*** Begin section ***
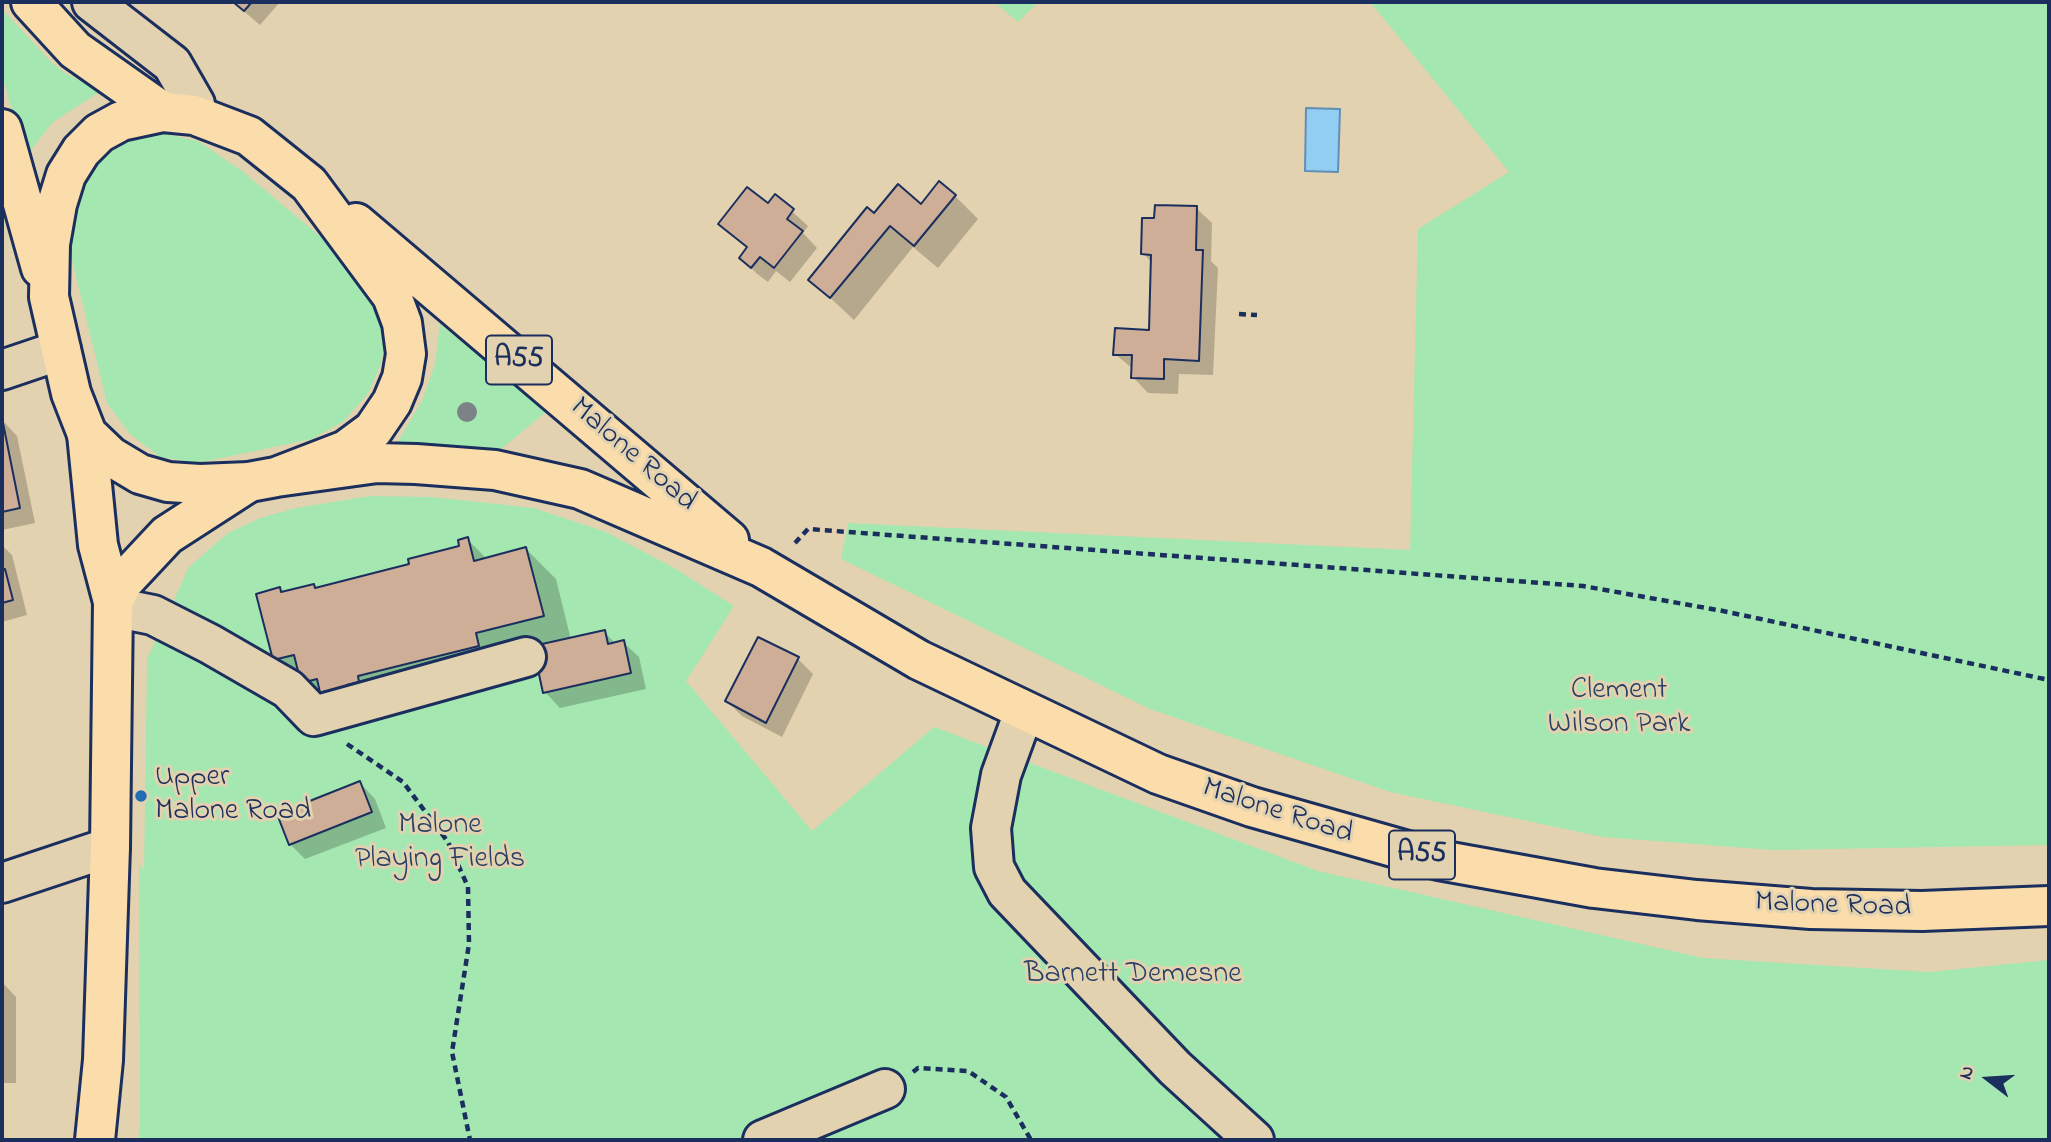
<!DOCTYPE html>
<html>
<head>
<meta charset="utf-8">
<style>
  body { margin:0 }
  #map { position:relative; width:2051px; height:1142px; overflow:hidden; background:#e3d2af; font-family:"Indie Flower",sans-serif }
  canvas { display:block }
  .frame { position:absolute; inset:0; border:4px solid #1b2f5e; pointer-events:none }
  .north { position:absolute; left:1953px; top:1044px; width:70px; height:70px; -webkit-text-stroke:5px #e3d2af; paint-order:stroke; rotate:287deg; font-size:19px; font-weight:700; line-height:28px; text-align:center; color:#1b2f5e }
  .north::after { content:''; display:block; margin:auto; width:24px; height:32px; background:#1b2f5e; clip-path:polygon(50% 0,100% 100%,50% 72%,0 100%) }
</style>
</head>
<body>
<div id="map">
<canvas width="2051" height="1142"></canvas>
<div class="frame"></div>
<div class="north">N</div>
</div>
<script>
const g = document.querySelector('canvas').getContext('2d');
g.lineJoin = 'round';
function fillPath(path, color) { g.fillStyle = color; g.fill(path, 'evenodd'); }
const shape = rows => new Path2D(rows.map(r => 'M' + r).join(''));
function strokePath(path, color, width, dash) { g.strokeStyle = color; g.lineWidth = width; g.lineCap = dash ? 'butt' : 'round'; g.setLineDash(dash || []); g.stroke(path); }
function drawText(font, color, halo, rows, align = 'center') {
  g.font = font + ' "Indie Flower",sans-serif'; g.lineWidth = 6; g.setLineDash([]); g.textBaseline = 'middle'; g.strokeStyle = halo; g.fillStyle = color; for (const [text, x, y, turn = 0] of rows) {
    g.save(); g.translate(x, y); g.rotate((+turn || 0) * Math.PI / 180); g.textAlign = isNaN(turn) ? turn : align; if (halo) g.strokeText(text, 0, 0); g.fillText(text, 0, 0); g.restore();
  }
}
fillPath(shape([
  [994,2,1038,2,1018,22],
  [1370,2,2049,2,2049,845,1772,850,1603,837,1390,792,1150,709,841,559,848,523,1410,550,1418,229,1509,172],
  [2,9,52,63,65,73,101,91,53,122,25,157,2,75],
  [163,133,198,141,242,171,358,268,375,293,385,328,382,361,369,392,344,421,312,439,197,463,160,457,129,433,107,403,69,248,71,211,83,180,105,149,129,136],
  [440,324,547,411,500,450,397,443,423,399,435,364],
  [370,496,432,497,534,508,606,532,676,569,734,606,686,681,812,831,934,727,1318,871,1703,958,1929,972,2049,960,2049,1140,138,1140,140,1126,139,863,144,871,147,659,189,567,228,533,260,518,296,508]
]), '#a4e7b1');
const water = shape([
  [1306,108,1340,109,1338,172,1305,171,1306,108]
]);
fillPath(water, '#91cef1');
strokePath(water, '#628eb6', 2);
fillPath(shape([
  [233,2,280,2,260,25],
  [775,196,808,226,803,233,817,248,790,282,776,271,768,282,756,273,741,257,748,249,720,224,768,206],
  [955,196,978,219,938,268,913,247,854,320,810,279,874,216],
  [1196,208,1212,223,1211,261,1218,268,1213,375,1179,374,1178,394,1148,393,1133,377,1133,369,1115,354,1150,332,1153,264,1143,253,1156,220],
  [2,420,17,436,35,523,2,530],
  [467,539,487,559,526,549,556,579,571,640,604,632,616,644,623,642,639,657,646,689,560,708,545,692,536,654,375,714,376,720,353,726,274,659,280,589,284,593,314,586,317,589,411,565,461,547],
  [2,545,12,555,27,615,2,622],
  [798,659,813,674,782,737,742,716,727,701],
  [360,783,375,799,386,828,305,859,290,844],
  [2,982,16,997,16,1083,2,1083]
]), '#0003');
const building = shape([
  [233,2,252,2,244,11,233,2],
  [939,181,956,195,914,246,890,226,830,298,808,280,867,207,874,213,898,184,921,204,939,181],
  [747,187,768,203,775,194,794,209,787,219,803,231,774,268,760,257,751,268,739,258,747,247,718,224,747,187],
  [1155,205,1197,206,1196,250,1203,250,1199,361,1164,359,1164,379,1131,378,1132,355,1113,355,1115,328,1149,330,1151,255,1141,254,1142,218,1154,218,1155,205],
  [2,418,20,508,2,512,2,418],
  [468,537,474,561,526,547,544,616,476,633,479,646,358,676,359,682,347,685,348,690,321,697,317,679,301,683,294,655,273,660,256,594,280,587,281,592,314,584,315,588,409,564,408,559,459,546,458,540,468,537],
  [5,569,13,600,2,603,2,570,5,569],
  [605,630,608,644,624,640,631,673,543,693,533,646,605,630],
  [758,637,799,657,766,723,725,701,758,637],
  [360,781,372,812,289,845,277,814,360,781]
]);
fillPath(building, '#ceae97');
strokePath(building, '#1b2f5e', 2);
const minor = shape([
  [92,2,172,64,195,104],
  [2,370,61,350],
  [113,607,153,615,210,644,288,689,314,716,526,657],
  [1024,712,1001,775,991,828,994,867,1007,892,1175,1068,1254,1140],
  [2,883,110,847],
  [763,1140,885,1089]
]);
const major = shape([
  [87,434,98,545,113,602,110,847,103,1060,95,1140],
  [113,602,123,582,167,535,249,482]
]);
const highway = shape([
  [31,2,75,50,163,112],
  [163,112,194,115,249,136,309,184,392,296,402,323,406,354,402,378,392,402,373,430,346,450,276,477,249,482,200,484,168,482,140,474,110,456,87,434,71,393,49,297,50,244,57,204,66,175,81,151,99,133,121,121,163,112],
  [2,129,41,268],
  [356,223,729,540],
  [276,477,377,463,416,464,495,470,580,489,761,567,919,660,1158,774,1252,807,1439,860,1594,888,1697,900,1811,909,1922,911,2049,906]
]);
strokePath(minor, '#1b2f5e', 44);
strokePath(major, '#1b2f5e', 44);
strokePath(highway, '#1b2f5e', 44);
strokePath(shape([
  [1239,314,1257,315],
  [795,543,808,529,1583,586,1723,611,2049,680],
  [347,744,403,782,448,842,468,887,469,944,452,1052,470,1140],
  [913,1072,918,1068,968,1071,1006,1097,1031,1140]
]), '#1b2f5e', 4.5, [7, 5]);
strokePath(minor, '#e3d2af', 38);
strokePath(major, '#fbddab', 38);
strokePath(highway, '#fbddab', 38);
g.fillStyle = '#7d8287';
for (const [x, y] of [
  [467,412]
]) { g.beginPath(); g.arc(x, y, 10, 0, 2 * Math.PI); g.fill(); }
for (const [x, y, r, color] of [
  [141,796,7,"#1f6fb2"]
]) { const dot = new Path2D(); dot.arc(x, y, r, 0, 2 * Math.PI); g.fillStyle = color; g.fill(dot); strokePath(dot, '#e3d2af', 2.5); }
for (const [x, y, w] of [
  [519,360,66],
  [1422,855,66]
]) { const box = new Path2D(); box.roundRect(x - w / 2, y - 24.5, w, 49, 5); g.fillStyle = '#e3d2af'; g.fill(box); strokePath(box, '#1b2f5e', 2); }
drawText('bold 28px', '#1b2f5e', null, [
  ["A55",519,360],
  ["A55",1422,855]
]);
drawText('30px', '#1b2f5e', '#e3d2af', [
  ["Malone Road",632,456,41],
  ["Malone Road",1277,813,18],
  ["Malone Road",1833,907,2]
]);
drawText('30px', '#294166', '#e3d2af', [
  ["Clement",1619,692],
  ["Wilson Park",1619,726],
  ["Malone",440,827],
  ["Playing Fields",440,861],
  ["Barnett Demesne",1133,976]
]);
drawText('30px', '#1b2f5e', '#e3d2af', [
  ["Upper",155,779],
  ["Malone Road",155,813]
], 'left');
</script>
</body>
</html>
*** End section ***
Go through the records above and copy every line holding the word "turn".

  g.font = font + ' "Indie Flower",sans-serif'; g.lineWidth = 6; g.setLineDash([]); g.textBaseline = 'middle'; g.strokeStyle = halo; g.fillStyle = color; for (const [text, x, y, turn = 0] of rows) {
    g.save(); g.translate(x, y); g.rotate((+turn || 0) * Math.PI / 180); g.textAlign = isNaN(turn) ? turn : align; if (halo) g.strokeText(text, 0, 0); g.fillText(text, 0, 0); g.restore();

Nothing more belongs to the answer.